The French in Retreat
A reaction against Charles VIII soon set in, for all the European powers were alarmed at his success. On 31 March 1495 the Holy League was formed between the Pope, the emperor, Venice, Lodovico il Moro and Ferdinand of Spain. The League was ostensibly formed against the Turks, but in reality it was made to expel the French from Italy. Charles VIII had himself crowned King of Naples on 12 May but a few days later began his retreat northward. He met the allies at Fornovo, and after a drawn battle cut his way through them and was back in France by November. Ferdinand II was reinstated at Naples soon afterwards, with Spanish help. The expedition, if it produced no material results, demonstrated the foolishness of the so-called 'politics of equilibrium', the Medicean doctrine of preventing one of the Italian principates from overwhelming the rest and uniting them under its hegemony. Charles VIII's belligerence in Italy had made it transparent that the 'politics of equilibrium' did nothing but render the country unable to defend itself against a powerful invading force. Italy was shown to be very vulnerable to the predations of the powerful nation-states, France and Spain, that had forged themselves during the previous century. Alexander VI now followed the general tendency of all the princes of the day to crush the great feudatories and establish a centralised despotism. In this manner he was able to take advantage of the defeat of the French in order to break the power of the Orsini. From that time on, Alexander was able to build himself an effective power base in the Papal States.
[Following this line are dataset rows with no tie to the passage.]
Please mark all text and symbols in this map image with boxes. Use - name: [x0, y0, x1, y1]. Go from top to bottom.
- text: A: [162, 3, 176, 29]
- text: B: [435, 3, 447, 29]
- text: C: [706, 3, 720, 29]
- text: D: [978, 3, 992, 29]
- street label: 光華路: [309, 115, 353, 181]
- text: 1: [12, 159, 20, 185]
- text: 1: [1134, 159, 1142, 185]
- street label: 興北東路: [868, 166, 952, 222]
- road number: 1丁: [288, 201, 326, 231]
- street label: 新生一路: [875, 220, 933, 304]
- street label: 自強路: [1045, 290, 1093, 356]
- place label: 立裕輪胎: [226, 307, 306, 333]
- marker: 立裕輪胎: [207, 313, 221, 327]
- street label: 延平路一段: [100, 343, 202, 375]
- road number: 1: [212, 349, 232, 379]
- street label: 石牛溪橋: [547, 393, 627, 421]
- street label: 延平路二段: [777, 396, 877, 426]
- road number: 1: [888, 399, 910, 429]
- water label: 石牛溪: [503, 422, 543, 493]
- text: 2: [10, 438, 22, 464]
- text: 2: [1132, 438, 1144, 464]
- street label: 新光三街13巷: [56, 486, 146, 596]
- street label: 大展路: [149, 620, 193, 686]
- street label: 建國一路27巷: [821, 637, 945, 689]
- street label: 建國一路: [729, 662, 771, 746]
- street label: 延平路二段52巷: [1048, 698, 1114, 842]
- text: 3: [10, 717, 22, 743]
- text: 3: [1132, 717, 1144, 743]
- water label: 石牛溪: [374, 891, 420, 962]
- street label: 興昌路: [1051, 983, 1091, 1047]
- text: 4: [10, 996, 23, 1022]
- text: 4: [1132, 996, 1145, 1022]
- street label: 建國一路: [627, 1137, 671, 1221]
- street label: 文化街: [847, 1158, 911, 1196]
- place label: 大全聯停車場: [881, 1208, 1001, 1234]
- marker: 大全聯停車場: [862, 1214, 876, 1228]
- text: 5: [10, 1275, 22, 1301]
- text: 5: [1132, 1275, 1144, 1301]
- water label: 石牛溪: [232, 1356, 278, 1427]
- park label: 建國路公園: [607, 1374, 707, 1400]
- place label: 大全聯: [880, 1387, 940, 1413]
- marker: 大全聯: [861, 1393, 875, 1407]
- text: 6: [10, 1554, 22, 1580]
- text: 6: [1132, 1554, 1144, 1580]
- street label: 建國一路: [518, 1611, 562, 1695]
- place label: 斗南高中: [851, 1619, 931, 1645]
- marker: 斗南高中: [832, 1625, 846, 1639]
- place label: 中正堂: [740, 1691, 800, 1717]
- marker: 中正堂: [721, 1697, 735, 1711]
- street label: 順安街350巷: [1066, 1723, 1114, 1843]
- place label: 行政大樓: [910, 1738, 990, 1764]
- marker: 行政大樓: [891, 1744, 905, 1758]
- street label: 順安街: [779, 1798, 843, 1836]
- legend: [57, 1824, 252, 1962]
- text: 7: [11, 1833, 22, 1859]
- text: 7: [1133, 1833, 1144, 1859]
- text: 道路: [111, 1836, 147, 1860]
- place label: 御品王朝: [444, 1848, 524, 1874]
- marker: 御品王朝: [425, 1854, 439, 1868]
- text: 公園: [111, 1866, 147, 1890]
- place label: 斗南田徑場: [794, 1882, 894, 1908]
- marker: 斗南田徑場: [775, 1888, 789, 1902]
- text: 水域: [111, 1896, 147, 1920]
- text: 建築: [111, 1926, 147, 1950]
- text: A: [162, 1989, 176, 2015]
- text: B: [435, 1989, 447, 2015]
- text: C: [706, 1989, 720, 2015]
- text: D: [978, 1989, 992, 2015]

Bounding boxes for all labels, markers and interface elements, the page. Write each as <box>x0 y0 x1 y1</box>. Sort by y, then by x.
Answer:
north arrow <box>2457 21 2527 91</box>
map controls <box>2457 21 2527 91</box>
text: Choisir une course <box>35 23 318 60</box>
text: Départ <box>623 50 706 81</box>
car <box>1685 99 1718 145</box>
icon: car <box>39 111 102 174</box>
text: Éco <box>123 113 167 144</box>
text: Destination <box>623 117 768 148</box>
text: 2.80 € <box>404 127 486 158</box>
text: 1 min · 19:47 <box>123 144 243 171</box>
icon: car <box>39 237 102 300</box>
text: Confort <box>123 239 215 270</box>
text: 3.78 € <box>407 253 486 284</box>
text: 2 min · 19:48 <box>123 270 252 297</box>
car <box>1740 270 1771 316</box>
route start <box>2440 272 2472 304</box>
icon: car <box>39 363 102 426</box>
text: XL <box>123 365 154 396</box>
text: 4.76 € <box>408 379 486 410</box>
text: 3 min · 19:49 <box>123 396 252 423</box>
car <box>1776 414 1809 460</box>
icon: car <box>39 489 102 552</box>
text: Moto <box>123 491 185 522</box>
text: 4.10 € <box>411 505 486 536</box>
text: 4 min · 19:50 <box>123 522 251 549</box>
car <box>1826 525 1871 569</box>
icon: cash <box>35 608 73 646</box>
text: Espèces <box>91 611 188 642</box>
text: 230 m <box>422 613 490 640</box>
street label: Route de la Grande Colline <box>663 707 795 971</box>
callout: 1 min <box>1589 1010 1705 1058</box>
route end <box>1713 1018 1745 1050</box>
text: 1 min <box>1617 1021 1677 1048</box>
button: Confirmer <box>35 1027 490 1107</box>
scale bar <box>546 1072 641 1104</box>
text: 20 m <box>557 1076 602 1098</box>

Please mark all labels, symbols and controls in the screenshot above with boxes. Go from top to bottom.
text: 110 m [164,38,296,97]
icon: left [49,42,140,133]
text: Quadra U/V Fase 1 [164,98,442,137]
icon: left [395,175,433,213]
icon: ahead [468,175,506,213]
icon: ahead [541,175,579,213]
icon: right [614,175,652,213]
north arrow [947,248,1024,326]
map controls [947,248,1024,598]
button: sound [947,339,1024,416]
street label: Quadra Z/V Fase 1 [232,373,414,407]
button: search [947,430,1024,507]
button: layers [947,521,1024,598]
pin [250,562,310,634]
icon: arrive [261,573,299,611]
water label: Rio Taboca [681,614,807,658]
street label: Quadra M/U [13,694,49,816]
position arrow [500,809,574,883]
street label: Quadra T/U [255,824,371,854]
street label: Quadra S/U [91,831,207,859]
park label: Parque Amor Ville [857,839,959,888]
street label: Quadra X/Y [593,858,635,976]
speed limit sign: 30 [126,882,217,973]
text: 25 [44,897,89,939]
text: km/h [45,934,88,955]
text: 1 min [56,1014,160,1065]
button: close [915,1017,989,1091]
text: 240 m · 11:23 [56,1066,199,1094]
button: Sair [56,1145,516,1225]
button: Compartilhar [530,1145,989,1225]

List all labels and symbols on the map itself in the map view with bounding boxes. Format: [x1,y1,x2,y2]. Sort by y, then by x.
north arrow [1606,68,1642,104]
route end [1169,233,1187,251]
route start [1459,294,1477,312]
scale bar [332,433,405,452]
Virginio Orsini, who had been captured by the Spanish, died a prisoner at Naples, and the Pope confiscated his property. The rest of the Orsini clan still held out however, defeating the papal troops sent against them under Guidobaldo da Montefeltro, Duke of Urbino and Giovanni Borgia, Duke of Gandia, at Soriano (January 1497). Peace was made through Venetian mediation, the Orsini paying 50,000 ducats in exchange for their confiscated lands; the Duke of Urbino, whom they had captured, was left by the Pope to pay his own ransom. The Orsini remained very powerful, and Pope Alexander VI could count on none but his 3,000 Spanish troops. His only success had been the capture of Ostia and the submission of the francophile cardinals Colonna and Savelli.
Then occurred the first of those domestic tragedies for which the house of Borgia remains notorious. On 14 June the Duke of Gandia, lately created Duke of Benevento, disappeared; the next day his corpse was found in the Tiber.
Pope Alexander VI, overwhelmed with grief, shut himself up in Castel Sant'Angelo. He declared that henceforth the moral reform of the Church would be the sole object of his life, a resolution he did not keep. Every effort was made to discover the assassin, and suspicion fell on various highly placed people. Enquiries suddenly ceased without explanation. Cesare was suspected but not until much later and he was never named in the immediate aftermath, nor would there have been any particular reason for him to commit such a crime. The Orsini, against whom Gandia had been involved in the recent campaign, were the principal suspects at the time. Gandia had many other enemies. Ascanio Sforza for example had had a terrible row with him just a few days before the murder. No conclusive explanation was ever reached, and it may be that the crime was simply as a result of one of Gandia's sexual liaisons.